*Work instructions:* The answer must match the listing exactly, with every line written out again.
Segment Start: Supplied material
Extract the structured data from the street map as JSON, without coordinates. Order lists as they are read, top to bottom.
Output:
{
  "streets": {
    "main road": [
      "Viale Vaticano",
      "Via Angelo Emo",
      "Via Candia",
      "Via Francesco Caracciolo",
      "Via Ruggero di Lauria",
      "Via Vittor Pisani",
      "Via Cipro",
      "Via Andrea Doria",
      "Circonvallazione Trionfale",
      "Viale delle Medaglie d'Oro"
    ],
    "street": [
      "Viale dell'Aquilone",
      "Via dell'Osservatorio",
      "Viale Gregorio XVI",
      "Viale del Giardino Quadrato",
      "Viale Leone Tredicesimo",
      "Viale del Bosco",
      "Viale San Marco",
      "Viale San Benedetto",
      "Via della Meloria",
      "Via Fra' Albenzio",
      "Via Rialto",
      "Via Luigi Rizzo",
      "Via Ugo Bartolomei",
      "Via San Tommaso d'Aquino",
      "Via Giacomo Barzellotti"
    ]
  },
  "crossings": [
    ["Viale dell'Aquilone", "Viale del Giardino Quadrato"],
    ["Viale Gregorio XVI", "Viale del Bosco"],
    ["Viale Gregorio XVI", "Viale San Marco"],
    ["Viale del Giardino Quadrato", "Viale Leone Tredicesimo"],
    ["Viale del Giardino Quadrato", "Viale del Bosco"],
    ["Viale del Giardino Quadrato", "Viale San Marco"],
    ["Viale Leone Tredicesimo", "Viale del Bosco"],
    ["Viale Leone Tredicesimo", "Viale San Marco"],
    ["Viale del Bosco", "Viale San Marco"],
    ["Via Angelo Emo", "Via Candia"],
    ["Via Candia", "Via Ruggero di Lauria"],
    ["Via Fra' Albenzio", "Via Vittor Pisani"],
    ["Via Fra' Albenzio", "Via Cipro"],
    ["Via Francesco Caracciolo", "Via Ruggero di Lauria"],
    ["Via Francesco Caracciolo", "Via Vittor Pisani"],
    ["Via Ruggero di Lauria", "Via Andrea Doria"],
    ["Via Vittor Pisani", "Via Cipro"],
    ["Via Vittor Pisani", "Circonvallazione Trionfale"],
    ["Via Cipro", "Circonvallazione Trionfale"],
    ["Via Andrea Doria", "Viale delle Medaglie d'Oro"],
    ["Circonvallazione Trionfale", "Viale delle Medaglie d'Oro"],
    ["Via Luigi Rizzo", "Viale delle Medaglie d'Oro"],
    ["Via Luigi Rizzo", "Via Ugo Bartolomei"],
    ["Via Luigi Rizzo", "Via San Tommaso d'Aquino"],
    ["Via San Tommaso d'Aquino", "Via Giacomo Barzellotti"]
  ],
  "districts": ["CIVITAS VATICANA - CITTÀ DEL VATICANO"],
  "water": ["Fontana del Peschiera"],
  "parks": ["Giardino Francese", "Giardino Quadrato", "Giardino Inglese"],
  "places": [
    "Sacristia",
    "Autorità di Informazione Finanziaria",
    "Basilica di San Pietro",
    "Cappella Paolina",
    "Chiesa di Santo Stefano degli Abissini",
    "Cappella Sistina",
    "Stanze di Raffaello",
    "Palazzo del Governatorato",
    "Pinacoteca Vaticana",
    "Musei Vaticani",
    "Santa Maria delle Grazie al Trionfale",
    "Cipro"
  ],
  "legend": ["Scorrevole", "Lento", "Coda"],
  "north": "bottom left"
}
Segment End: Supplied material
*Response:*
Extract the structured data from the street map as JSON, without coordinates. Order lists as they are read, top to bottom.
Output:
{
  "streets": {
    "main road": [
      "Viale Vaticano",
      "Via Angelo Emo",
      "Via Candia",
      "Via Francesco Caracciolo",
      "Via Ruggero di Lauria",
      "Via Vittor Pisani",
      "Via Cipro",
      "Via Andrea Doria",
      "Circonvallazione Trionfale",
      "Viale delle Medaglie d'Oro"
    ],
    "street": [
      "Viale dell'Aquilone",
      "Via dell'Osservatorio",
      "Viale Gregorio XVI",
      "Viale del Giardino Quadrato",
      "Viale Leone Tredicesimo",
      "Viale del Bosco",
      "Viale San Marco",
      "Viale San Benedetto",
      "Via della Meloria",
      "Via Fra' Albenzio",
      "Via Rialto",
      "Via Luigi Rizzo",
      "Via Ugo Bartolomei",
      "Via San Tommaso d'Aquino",
      "Via Giacomo Barzellotti"
    ]
  },
  "crossings": [
    ["Viale dell'Aquilone", "Viale del Giardino Quadrato"],
    ["Viale Gregorio XVI", "Viale del Bosco"],
    ["Viale Gregorio XVI", "Viale San Marco"],
    ["Viale del Giardino Quadrato", "Viale Leone Tredicesimo"],
    ["Viale del Giardino Quadrato", "Viale del Bosco"],
    ["Viale del Giardino Quadrato", "Viale San Marco"],
    ["Viale Leone Tredicesimo", "Viale del Bosco"],
    ["Viale Leone Tredicesimo", "Viale San Marco"],
    ["Viale del Bosco", "Viale San Marco"],
    ["Via Angelo Emo", "Via Candia"],
    ["Via Candia", "Via Ruggero di Lauria"],
    ["Via Fra' Albenzio", "Via Vittor Pisani"],
    ["Via Fra' Albenzio", "Via Cipro"],
    ["Via Francesco Caracciolo", "Via Ruggero di Lauria"],
    ["Via Francesco Caracciolo", "Via Vittor Pisani"],
    ["Via Ruggero di Lauria", "Via Andrea Doria"],
    ["Via Vittor Pisani", "Via Cipro"],
    ["Via Vittor Pisani", "Circonvallazione Trionfale"],
    ["Via Cipro", "Circonvallazione Trionfale"],
    ["Via Andrea Doria", "Viale delle Medaglie d'Oro"],
    ["Circonvallazione Trionfale", "Viale delle Medaglie d'Oro"],
    ["Via Luigi Rizzo", "Viale delle Medaglie d'Oro"],
    ["Via Luigi Rizzo", "Via Ugo Bartolomei"],
    ["Via Luigi Rizzo", "Via San Tommaso d'Aquino"],
    ["Via San Tommaso d'Aquino", "Via Giacomo Barzellotti"]
  ],
  "districts": ["CIVITAS VATICANA - CITTÀ DEL VATICANO"],
  "water": ["Fontana del Peschiera"],
  "parks": ["Giardino Francese", "Giardino Quadrato", "Giardino Inglese"],
  "places": [
    "Sacristia",
    "Autorità di Informazione Finanziaria",
    "Basilica di San Pietro",
    "Cappella Paolina",
    "Chiesa di Santo Stefano degli Abissini",
    "Cappella Sistina",
    "Stanze di Raffaello",
    "Palazzo del Governatorato",
    "Pinacoteca Vaticana",
    "Musei Vaticani",
    "Santa Maria delle Grazie al Trionfale",
    "Cipro"
  ],
  "legend": ["Scorrevole", "Lento", "Coda"],
  "north": "bottom left"
}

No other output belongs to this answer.